[Saved entries]

***

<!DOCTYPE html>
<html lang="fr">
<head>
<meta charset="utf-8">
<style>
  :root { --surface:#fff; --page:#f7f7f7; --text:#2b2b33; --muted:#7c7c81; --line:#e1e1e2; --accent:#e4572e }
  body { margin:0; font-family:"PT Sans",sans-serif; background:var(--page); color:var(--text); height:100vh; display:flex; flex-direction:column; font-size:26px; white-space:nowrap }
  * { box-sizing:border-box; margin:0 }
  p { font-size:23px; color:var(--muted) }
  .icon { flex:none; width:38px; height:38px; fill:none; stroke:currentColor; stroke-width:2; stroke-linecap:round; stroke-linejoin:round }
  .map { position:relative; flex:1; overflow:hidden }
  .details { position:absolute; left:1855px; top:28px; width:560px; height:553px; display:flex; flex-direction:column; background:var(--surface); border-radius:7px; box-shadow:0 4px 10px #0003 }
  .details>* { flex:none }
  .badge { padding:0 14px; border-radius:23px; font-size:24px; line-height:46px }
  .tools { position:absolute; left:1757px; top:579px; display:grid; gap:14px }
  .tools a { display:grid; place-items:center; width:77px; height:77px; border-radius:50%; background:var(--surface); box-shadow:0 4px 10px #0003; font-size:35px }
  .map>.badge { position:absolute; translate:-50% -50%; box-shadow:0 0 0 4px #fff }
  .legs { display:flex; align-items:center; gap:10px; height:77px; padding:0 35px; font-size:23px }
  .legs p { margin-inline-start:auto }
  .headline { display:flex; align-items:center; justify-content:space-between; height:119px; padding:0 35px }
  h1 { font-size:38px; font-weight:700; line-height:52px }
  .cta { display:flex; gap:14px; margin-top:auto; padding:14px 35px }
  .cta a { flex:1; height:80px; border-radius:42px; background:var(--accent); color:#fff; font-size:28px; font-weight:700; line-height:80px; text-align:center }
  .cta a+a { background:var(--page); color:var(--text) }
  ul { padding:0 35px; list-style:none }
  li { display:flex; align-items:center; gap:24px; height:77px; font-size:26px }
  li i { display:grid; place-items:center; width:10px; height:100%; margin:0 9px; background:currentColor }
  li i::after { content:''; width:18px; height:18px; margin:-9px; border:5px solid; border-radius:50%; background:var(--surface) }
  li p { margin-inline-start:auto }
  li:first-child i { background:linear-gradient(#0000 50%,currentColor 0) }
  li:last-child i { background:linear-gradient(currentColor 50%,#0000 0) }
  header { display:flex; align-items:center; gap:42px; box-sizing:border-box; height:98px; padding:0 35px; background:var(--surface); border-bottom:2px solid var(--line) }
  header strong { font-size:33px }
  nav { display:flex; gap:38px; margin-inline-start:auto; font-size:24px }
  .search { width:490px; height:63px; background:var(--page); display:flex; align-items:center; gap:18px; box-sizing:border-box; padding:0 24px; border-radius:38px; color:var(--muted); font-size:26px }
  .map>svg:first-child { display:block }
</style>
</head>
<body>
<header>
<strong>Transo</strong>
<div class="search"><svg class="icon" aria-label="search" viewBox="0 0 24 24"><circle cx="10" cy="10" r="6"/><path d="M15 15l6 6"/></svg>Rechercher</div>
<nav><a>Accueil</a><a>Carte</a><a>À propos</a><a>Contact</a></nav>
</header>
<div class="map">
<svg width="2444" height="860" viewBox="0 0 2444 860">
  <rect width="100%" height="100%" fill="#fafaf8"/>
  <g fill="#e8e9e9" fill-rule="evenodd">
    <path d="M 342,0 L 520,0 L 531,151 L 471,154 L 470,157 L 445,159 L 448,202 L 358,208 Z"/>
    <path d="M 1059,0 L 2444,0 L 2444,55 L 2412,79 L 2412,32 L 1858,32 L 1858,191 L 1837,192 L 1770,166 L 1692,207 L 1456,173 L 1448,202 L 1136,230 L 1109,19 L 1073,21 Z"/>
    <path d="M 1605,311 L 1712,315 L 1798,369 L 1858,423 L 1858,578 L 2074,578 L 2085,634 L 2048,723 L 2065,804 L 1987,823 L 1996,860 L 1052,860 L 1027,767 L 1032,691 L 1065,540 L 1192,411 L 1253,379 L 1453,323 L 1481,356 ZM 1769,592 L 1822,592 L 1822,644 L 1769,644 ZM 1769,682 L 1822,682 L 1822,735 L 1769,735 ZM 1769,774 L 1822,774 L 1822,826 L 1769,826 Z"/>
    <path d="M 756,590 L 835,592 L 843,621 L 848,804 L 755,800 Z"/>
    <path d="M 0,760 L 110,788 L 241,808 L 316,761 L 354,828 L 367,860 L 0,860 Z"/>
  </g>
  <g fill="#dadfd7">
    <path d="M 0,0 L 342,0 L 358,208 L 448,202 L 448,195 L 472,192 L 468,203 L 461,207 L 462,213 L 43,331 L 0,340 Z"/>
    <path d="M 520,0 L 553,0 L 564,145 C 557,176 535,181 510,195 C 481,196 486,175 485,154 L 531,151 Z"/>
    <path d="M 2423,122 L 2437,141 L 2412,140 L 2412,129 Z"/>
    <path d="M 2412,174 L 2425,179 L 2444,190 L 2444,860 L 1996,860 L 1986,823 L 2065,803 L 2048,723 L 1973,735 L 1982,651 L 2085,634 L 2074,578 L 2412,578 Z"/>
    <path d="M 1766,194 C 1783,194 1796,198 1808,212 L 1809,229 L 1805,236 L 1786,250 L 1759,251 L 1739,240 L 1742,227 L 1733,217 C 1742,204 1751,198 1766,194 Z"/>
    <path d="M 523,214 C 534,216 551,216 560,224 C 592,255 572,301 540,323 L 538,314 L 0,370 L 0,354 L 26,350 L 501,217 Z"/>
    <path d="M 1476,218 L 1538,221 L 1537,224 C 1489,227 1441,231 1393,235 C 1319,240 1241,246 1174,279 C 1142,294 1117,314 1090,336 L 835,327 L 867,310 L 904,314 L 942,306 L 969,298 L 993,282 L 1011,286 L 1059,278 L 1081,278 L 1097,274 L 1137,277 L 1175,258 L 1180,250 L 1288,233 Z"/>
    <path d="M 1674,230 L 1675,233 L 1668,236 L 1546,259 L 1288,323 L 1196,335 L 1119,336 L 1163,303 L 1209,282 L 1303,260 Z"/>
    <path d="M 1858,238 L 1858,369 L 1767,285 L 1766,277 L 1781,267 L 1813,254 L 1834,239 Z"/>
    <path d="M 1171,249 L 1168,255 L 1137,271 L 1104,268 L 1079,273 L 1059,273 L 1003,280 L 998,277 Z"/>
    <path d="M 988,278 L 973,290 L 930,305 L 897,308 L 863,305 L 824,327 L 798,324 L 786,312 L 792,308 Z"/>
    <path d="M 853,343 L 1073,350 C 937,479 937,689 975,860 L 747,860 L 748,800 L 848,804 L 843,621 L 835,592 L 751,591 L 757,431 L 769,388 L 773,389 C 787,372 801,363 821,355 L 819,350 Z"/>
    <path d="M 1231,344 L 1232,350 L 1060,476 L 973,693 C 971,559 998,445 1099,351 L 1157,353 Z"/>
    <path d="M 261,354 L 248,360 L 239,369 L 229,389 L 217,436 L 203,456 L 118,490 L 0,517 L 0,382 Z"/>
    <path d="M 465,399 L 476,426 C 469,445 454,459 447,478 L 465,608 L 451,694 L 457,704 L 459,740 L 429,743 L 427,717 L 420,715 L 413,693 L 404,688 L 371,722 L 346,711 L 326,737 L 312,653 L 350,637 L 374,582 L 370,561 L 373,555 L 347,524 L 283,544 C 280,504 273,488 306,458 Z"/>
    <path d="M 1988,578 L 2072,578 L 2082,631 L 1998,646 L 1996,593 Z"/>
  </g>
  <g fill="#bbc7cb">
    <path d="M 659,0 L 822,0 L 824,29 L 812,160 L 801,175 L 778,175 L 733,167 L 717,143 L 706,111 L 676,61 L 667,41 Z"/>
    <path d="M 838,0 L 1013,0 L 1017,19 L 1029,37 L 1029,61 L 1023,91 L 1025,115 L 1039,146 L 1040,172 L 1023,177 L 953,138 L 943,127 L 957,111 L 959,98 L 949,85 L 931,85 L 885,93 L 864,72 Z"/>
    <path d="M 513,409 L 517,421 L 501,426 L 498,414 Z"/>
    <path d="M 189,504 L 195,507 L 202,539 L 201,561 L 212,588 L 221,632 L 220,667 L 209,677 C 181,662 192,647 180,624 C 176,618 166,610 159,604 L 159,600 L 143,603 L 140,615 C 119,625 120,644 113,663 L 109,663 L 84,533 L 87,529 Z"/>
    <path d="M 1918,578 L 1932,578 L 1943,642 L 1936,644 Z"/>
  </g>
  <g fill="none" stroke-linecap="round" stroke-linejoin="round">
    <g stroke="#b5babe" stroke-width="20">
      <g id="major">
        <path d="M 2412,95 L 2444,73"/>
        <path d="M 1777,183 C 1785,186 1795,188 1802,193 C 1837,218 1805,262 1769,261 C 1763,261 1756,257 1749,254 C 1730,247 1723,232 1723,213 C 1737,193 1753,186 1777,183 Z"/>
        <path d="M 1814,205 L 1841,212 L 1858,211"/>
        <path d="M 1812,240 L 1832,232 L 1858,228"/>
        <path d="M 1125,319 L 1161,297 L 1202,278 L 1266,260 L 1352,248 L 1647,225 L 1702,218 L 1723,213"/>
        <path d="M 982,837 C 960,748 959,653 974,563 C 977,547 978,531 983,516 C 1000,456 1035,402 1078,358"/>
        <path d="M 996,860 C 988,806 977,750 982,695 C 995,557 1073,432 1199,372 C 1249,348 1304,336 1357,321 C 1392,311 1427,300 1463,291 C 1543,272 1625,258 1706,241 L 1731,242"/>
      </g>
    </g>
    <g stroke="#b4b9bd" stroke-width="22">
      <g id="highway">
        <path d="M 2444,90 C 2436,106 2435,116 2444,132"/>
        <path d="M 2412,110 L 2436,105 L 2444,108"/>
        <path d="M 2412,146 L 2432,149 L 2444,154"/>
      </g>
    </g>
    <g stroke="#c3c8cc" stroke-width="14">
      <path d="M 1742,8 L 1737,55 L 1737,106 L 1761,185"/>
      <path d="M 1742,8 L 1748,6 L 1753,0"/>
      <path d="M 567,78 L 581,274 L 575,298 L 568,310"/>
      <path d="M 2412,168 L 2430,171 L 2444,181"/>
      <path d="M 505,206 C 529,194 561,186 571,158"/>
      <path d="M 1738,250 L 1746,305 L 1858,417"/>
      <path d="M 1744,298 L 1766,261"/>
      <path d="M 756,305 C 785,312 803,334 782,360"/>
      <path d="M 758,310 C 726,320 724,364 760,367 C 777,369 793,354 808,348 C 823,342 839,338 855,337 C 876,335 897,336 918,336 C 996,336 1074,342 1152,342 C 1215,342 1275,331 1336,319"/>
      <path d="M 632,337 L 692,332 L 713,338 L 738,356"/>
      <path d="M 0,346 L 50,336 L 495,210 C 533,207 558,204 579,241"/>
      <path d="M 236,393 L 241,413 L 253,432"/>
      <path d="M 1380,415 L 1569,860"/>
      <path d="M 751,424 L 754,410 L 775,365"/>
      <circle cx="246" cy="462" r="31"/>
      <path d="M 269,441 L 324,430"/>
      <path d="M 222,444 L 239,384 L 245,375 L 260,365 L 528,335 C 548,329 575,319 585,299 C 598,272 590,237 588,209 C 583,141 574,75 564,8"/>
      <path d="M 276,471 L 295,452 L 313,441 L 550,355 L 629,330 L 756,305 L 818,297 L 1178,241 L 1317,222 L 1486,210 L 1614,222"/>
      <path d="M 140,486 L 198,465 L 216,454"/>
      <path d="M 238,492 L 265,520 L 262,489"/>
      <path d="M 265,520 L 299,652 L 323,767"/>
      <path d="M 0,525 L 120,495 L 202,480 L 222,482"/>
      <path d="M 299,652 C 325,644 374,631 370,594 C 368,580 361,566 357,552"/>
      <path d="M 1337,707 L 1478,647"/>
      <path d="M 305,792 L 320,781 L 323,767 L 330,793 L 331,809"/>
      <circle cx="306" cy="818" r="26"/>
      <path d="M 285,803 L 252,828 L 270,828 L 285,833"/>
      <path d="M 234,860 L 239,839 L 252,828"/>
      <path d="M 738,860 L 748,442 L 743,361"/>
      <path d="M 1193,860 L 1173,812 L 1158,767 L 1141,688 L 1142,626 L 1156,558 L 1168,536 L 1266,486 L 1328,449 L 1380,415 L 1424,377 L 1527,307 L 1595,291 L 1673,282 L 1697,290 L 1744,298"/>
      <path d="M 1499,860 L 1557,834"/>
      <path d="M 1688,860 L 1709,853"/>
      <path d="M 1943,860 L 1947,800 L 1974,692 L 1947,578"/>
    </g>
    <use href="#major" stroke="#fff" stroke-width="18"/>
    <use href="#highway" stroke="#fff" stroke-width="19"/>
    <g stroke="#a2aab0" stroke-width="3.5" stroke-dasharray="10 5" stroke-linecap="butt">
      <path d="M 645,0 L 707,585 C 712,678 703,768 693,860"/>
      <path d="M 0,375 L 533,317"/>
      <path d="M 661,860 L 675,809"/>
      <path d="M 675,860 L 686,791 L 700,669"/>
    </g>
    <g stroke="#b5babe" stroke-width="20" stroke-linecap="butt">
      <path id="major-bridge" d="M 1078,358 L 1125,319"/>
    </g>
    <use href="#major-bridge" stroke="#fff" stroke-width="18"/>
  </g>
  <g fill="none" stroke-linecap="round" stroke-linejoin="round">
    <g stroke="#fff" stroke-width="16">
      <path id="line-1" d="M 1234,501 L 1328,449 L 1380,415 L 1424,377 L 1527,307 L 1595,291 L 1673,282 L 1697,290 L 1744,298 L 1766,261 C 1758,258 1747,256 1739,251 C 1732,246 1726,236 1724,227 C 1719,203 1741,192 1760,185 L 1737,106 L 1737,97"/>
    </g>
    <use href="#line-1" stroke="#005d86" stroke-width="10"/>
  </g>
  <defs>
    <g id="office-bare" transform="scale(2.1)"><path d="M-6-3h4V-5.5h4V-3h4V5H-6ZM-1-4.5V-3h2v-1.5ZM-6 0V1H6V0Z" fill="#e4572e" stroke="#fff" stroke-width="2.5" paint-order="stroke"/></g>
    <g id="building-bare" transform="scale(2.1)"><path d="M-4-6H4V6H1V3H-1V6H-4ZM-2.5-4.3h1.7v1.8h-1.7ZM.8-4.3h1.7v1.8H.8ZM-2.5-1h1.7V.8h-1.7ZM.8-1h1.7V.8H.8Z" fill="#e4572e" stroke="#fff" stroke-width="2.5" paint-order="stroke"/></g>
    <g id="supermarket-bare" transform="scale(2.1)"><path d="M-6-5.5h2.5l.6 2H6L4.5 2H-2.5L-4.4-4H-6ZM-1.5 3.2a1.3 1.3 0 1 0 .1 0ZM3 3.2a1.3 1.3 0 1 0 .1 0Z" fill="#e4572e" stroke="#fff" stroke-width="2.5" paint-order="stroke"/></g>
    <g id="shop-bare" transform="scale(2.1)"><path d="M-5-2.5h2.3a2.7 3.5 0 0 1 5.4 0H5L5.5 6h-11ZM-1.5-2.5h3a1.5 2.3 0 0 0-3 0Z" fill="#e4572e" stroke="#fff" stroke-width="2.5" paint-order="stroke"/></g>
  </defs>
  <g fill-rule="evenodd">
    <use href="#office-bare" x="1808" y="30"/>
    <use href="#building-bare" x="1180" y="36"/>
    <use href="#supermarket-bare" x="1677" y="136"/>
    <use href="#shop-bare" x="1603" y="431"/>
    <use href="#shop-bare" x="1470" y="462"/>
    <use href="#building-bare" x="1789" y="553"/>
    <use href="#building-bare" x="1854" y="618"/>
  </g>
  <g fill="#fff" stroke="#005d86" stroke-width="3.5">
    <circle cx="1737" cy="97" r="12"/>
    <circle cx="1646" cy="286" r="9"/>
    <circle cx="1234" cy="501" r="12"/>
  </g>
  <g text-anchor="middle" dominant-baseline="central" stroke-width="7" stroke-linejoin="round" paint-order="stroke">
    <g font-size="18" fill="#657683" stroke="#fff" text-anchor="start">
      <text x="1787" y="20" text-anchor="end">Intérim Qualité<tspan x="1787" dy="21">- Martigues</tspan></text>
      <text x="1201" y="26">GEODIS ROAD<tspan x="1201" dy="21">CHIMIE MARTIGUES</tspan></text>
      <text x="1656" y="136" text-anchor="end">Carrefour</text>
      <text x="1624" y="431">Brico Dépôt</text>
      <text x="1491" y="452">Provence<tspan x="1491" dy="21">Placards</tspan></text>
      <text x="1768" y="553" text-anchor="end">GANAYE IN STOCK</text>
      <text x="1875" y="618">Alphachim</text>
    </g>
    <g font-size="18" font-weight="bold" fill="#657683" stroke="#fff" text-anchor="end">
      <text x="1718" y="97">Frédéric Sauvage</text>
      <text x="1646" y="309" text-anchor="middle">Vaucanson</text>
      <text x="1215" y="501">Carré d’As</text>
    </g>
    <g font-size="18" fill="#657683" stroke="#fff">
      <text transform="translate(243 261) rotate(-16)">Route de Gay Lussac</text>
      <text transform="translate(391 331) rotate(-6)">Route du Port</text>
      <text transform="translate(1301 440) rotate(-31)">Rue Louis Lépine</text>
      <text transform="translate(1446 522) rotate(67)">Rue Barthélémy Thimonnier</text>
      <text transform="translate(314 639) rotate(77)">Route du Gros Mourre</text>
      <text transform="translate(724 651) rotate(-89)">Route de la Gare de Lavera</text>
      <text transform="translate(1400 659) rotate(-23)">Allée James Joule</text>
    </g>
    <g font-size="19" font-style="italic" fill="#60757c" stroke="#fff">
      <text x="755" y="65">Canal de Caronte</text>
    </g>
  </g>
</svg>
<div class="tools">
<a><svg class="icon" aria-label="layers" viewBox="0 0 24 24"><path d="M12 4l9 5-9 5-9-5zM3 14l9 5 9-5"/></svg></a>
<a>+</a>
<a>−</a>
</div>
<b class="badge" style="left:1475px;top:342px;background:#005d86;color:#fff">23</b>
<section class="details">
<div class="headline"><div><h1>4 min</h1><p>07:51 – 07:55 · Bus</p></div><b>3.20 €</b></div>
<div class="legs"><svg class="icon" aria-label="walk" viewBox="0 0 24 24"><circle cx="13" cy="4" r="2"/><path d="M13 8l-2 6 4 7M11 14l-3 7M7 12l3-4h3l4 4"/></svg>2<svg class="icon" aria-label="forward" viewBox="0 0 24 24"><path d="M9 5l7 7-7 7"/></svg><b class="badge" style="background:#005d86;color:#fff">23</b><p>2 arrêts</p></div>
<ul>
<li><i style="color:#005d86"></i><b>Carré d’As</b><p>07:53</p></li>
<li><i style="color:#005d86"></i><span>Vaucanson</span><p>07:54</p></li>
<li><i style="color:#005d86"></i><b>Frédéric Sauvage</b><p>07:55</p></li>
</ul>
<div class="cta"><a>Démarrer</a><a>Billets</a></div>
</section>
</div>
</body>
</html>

***

**EXERCISE BRIEF**
Go through the records above and, whenever a line includes the word "headline", copy it.

**TASK RESPONSE**
  .headline { display:flex; align-items:center; justify-content:space-between; height:119px; padding:0 35px }
<div class="headline"><div><h1>4 min</h1><p>07:51 – 07:55 · Bus</p></div><b>3.20 €</b></div>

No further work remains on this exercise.